___ DATA EXCERPTS ___

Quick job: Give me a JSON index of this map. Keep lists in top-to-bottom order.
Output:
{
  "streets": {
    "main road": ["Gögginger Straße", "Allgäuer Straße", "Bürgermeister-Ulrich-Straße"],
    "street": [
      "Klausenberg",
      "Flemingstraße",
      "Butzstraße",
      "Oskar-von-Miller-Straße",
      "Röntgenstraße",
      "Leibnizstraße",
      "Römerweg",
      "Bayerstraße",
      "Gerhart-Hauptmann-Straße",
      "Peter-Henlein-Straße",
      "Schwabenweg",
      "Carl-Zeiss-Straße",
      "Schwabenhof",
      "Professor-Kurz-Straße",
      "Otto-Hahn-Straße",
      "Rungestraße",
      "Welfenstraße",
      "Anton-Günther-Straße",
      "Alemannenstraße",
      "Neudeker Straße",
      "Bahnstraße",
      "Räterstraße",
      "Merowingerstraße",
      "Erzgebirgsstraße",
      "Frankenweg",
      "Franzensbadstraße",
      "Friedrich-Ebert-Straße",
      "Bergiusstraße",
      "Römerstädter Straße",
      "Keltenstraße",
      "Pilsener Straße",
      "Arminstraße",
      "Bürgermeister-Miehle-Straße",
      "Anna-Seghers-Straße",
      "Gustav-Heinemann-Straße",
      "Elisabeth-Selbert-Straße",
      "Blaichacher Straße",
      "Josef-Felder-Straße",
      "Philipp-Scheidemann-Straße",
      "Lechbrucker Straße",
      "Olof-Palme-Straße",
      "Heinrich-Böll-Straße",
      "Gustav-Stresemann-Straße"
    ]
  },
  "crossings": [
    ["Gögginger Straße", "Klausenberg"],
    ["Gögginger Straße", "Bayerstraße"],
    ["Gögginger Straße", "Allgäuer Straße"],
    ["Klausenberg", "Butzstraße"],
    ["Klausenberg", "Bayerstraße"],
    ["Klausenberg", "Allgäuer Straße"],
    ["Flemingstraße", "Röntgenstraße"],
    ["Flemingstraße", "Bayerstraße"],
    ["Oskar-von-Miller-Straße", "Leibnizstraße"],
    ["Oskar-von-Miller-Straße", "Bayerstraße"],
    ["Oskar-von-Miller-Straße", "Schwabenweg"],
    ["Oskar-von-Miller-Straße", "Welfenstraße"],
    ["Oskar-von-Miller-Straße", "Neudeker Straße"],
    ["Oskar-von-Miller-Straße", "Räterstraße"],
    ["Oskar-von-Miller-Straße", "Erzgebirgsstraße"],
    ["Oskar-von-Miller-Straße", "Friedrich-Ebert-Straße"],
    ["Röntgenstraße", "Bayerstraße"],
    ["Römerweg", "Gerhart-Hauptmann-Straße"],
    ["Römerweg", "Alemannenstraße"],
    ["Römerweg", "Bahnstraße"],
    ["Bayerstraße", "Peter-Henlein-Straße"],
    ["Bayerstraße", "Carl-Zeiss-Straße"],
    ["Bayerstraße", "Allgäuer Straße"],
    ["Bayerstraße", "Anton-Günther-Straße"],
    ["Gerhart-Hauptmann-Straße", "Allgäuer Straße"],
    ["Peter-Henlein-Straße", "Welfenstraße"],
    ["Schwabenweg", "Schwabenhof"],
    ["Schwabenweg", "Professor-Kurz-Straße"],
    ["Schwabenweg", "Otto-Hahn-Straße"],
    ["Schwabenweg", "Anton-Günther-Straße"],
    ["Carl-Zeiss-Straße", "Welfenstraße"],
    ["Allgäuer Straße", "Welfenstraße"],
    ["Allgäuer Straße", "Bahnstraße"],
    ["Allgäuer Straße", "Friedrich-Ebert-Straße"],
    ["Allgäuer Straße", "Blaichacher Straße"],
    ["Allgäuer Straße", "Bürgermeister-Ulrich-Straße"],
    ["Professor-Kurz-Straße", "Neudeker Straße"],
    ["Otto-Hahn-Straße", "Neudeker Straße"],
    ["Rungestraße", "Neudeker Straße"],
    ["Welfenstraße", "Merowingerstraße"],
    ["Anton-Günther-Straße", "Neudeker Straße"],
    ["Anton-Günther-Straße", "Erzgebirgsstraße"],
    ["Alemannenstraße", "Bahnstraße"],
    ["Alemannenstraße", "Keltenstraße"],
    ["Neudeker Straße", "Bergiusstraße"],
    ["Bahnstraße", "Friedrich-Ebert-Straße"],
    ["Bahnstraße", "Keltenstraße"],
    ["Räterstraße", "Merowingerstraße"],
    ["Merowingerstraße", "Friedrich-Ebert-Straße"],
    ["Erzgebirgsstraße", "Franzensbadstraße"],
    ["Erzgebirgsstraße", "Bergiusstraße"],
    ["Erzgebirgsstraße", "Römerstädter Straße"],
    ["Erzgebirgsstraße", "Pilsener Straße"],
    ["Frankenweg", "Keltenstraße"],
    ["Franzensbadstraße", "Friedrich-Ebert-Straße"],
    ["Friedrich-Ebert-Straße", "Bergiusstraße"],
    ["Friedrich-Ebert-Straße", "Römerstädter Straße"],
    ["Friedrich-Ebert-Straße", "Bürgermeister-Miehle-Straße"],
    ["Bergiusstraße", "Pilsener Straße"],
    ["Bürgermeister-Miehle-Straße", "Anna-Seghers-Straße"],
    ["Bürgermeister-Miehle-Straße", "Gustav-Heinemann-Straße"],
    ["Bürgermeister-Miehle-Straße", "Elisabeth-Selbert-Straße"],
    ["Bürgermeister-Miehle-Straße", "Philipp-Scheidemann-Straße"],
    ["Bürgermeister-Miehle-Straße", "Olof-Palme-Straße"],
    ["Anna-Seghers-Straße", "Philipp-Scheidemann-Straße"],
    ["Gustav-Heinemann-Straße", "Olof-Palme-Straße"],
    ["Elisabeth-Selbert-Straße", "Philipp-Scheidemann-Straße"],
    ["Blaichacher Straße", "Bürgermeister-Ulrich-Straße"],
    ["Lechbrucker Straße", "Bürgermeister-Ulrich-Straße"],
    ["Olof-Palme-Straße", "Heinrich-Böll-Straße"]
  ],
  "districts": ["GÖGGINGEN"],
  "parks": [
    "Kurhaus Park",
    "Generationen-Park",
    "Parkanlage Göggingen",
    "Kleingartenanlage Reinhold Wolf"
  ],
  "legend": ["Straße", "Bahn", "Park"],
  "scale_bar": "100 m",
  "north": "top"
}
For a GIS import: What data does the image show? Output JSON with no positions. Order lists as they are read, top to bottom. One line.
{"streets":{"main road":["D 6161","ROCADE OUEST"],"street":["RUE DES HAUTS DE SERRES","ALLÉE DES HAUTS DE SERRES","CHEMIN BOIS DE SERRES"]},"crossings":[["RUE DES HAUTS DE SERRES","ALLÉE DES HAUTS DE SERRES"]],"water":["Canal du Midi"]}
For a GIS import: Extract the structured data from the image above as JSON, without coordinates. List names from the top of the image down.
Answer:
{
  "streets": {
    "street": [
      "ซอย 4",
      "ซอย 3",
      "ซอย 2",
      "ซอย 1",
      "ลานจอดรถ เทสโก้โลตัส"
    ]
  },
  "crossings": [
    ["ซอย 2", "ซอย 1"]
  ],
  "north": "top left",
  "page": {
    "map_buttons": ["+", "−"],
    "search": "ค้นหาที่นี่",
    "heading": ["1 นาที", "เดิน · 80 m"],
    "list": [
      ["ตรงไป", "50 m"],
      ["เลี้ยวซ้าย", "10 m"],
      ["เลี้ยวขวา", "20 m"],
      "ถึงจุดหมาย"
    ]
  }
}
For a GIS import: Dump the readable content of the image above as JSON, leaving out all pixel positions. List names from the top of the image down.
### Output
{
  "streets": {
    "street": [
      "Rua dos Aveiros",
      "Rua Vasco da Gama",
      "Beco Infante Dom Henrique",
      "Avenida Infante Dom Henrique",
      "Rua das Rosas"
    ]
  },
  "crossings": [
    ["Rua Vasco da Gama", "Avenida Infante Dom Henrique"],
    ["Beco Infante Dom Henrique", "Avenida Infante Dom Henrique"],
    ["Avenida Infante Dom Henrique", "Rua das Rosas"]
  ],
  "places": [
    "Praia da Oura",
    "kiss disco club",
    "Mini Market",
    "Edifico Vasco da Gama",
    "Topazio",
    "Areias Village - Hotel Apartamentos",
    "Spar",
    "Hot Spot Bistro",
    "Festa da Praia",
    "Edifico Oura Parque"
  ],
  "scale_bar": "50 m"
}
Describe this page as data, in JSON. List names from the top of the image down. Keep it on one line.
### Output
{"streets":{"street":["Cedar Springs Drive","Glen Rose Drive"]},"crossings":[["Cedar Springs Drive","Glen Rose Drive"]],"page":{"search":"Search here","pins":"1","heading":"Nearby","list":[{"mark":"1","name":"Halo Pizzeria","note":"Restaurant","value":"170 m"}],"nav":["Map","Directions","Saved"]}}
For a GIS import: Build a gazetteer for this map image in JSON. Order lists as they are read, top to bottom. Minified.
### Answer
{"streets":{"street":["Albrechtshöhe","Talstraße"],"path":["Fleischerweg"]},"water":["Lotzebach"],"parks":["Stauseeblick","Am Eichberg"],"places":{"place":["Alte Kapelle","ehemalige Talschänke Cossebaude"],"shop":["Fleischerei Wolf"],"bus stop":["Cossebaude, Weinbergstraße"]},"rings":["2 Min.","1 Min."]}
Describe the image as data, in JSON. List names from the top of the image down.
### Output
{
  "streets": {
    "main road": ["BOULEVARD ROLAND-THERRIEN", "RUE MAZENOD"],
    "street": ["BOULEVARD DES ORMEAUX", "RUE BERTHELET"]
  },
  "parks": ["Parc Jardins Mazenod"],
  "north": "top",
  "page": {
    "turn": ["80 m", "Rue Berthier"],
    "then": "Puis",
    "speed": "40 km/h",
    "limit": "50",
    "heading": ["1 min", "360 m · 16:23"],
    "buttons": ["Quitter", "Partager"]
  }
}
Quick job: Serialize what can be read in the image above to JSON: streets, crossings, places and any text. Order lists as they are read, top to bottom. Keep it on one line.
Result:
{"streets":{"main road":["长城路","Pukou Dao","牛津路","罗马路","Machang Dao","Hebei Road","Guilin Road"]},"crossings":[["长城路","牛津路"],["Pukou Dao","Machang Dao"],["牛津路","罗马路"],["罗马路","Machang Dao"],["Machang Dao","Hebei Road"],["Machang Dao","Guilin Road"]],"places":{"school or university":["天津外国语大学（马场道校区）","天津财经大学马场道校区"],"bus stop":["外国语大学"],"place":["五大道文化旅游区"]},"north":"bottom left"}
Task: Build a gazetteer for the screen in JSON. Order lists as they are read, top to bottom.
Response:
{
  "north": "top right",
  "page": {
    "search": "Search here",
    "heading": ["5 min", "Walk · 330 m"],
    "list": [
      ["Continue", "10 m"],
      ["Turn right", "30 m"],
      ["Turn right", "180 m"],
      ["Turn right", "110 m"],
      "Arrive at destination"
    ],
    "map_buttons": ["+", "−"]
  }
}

___

*TASK OBJECTIVE*
Scan the data for the word "BOULEVARD" and copy every line where it shows up.

*EXERCISE RESPONSE*
    "main road": ["BOULEVARD ROLAND-THERRIEN", "RUE MAZENOD"],
    "street": ["BOULEVARD DES ORMEAUX", "RUE BERTHELET"]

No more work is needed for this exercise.